I have been selected as a judge for the Great British Entrepreneur Awards, in the creative category. Of course, I am massively honoured to get through the selection process.

BUT now to the subject of this post. When I first heard about my acceptance, my instinct was to turn down the opportunity.

The reason: it’s massively out of my comfort zone.

I love helping people in business, but I felt like I’m not successful enough to help. I mean I’m not a billionaire, a multimillionaire, or even, dare I say, a millionaire. So what can I say that will have any bearing on other peoples’ futures?

Self-promotion is what is quite uncomfortable for me. I’m OK with promoting my brands, but promoting myself makes me feel like the imposter in a room full of highly successful people.

If you’re anything like me, self-promotion almost seems like a dirty word, but shying away from selling or promoting yourself is daft.

It means people never hear about all the great stuff you can do, you miss out on business opportunities, you miss out on partnerships and you also miss out on great employees.

I’ve heard people say that you should build a brilliant product and the customers and notoriety will follow. Whilst I agree with that to a point, it is a slow process. So you need to supercharge that notoriety by building a great product and then doing some measured self-promotion. Which is what is quite uncomfortable for me. It’s fine promoting my brands, but promoting myself makes me feel like the imposter in a room full of highly successful people.

So before attending the event, I had to remind myself that, actually, I do know a bit. I worked on the first ever Lego retail store in the UK, I worked on a megastore for Vodafone Portugal when I was employed.

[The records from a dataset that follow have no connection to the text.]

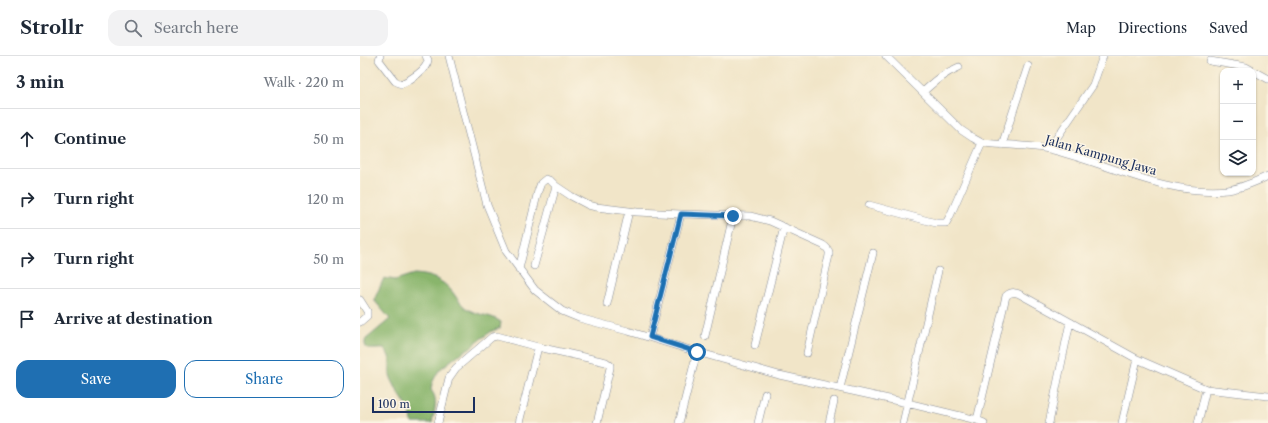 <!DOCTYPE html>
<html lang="en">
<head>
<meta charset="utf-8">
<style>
  :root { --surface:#fff; --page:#f2f2f3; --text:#1f2937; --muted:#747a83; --line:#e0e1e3; --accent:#1f6fb2 }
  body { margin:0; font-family:"Libre Caslon Text",serif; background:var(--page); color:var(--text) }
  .controls { position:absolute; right:12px; top:12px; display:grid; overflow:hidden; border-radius:8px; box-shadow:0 1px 3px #0004 }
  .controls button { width:36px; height:36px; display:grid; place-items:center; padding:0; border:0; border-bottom:1px solid var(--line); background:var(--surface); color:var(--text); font:20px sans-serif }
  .scale { position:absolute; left:12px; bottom:10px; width:103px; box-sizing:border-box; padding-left:4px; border:2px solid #1b2f5e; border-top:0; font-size:11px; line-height:14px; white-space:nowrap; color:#1b2f5e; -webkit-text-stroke:3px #fcf5e5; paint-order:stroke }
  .stop { position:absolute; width:12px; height:12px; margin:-9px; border:3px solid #1f6fb2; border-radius:50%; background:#fff }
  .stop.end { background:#1f6fb2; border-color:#fff; box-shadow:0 1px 4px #0008 }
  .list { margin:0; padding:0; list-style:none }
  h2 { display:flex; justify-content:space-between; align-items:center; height:52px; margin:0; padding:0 16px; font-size:17px }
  h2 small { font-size:13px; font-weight:400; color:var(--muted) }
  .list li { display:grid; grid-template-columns:26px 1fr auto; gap:12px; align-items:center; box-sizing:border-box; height:60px; padding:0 16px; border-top:1px solid var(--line) }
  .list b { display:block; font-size:15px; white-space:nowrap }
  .list em { font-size:13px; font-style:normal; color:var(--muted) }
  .actions { display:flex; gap:8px; padding:12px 16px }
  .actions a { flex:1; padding:9px 0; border:1px solid var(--accent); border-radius:12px; text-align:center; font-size:14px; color:var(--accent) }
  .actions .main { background:var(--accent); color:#fff }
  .icon { flex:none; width:22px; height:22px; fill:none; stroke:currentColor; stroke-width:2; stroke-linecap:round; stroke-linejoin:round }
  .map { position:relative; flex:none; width:908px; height:367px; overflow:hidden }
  header { display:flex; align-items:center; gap:24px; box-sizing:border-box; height:56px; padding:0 20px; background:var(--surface); border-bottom:1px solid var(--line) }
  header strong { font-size:19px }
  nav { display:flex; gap:22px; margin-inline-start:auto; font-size:14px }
  .search { width:280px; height:36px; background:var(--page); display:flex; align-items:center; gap:10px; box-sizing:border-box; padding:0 14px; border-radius:12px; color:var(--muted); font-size:15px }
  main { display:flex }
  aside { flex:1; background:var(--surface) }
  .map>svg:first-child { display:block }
</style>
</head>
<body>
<header>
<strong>Strollr</strong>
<div class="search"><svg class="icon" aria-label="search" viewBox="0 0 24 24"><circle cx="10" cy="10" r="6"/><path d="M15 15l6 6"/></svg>Search here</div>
<nav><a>Map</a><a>Directions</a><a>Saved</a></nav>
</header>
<main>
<aside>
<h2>3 min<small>Walk · 220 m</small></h2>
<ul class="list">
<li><svg class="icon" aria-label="ahead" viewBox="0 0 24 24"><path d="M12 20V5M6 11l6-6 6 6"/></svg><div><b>Continue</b></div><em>50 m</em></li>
<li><svg class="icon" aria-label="right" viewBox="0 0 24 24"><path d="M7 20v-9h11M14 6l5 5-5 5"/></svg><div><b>Turn right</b></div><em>120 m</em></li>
<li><svg class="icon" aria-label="right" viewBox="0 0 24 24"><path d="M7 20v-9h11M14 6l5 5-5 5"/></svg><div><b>Turn right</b></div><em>50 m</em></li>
<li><svg class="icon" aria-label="arrive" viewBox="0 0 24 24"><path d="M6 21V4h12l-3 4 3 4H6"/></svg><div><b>Arrive at destination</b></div></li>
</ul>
<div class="actions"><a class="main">Save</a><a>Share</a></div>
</aside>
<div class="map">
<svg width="908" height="367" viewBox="0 0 908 367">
  <rect width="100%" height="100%" fill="#fcf5e5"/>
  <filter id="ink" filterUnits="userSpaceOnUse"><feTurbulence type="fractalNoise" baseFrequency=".025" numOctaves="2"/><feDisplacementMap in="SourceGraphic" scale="8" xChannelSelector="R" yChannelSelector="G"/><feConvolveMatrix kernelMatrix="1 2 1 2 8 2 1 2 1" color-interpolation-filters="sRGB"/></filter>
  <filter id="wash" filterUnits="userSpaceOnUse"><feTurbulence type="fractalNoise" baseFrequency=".012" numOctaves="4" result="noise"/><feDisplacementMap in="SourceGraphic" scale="16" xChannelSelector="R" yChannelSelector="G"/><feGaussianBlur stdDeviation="0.9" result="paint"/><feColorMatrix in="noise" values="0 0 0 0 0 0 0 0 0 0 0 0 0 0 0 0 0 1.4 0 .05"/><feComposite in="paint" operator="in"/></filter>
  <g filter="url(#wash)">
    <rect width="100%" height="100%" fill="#f1e5c8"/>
    <path fill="#89b56c" stroke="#527265" d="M54,218C72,219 86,225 96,241C100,246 103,251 109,254C120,260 130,258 141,266L140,272L132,275L119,284L111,291L98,299L79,314L72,327L71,334C79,343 74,356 72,367H52C52,351 39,342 34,328C32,325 31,322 30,319C29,307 33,303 24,293C15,292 4,297 5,284L30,263L14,244L24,222L35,224Z"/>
  </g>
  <g filter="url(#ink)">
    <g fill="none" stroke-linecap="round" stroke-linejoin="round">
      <g stroke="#868a93" stroke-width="8">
        <path id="minor" d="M20,0L19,4L35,25L41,28C50,24 67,14 68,4L66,0
          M89,0L127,149L146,195L175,234L202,255L219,262L268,275L337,296L419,319L547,347L617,364L624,367
          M526,0L601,74L613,82L622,87C644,89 667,89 689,93C749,107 805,140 868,134C882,132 895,126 908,120
          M850,5L886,11L908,23
          M563,36C574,26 584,17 599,11
          M642,89L668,10
          M689,93L733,29L743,0
          M509,149L576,167H586L590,160L622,87
          M174,210L196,130L211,140L228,149L236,151L277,156L321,158
          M159,213L178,135L181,127L186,123L191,125L196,130
          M0,244L7,255V260L0,266
          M247,248L269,155
          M345,280L373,160
          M290,281L321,158L390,160L410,165L463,189C472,195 469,199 467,208L447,297
          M395,289L424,171
          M480,332L513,197
          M617,364L646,240C652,235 656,236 663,240L777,303L846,333L908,340
          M78,367L89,322L96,312L132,281L137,280L178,291
          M159,367L178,291L246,306L250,309V312L237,367
          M319,367L337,296
          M398,367L405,338
          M469,367L474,345
          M543,367L578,215
          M689,367L710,266
          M762,367L777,303
          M838,367L846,333"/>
      </g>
      <use href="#minor" stroke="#fff" stroke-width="7"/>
    </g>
  </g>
  <g fill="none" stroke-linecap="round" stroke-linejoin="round" filter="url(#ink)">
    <path stroke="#1f6fb2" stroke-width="5" d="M337,296L290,281L321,158L373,160"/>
  </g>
  <g text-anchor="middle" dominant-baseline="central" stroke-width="3" stroke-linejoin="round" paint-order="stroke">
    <g font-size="12" fill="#1b2f5e" stroke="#fcf5e5">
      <text transform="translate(741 99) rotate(16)">Jalan Kampung Jawa</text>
    </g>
  </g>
</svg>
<div class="controls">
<button>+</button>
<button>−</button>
<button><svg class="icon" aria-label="layers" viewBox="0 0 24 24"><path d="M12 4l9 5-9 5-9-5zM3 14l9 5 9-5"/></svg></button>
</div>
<div class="scale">100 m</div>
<div class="stop" style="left:337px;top:296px"></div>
<div class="stop end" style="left:373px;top:160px"></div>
</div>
</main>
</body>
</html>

Then I’ve had my own products in the lobby of the BBC World Service building and on lots of TV shows. I also have an enviable roster of brands and startups in our back-catalogue of work. Maybe I do have something to contribute?

Tim Ferris often says, “if you’re the smartest person in the room you’re in the wrong room” and so making yourself uncomfortable in this way can be of benefit.

Getting out of your office and meeting people further down the line than you can be difficult, but it has huge upside potential.

P.S. If you feel the same way, it’s okay. There’s a label for it – it’s called Imposter Syndrome.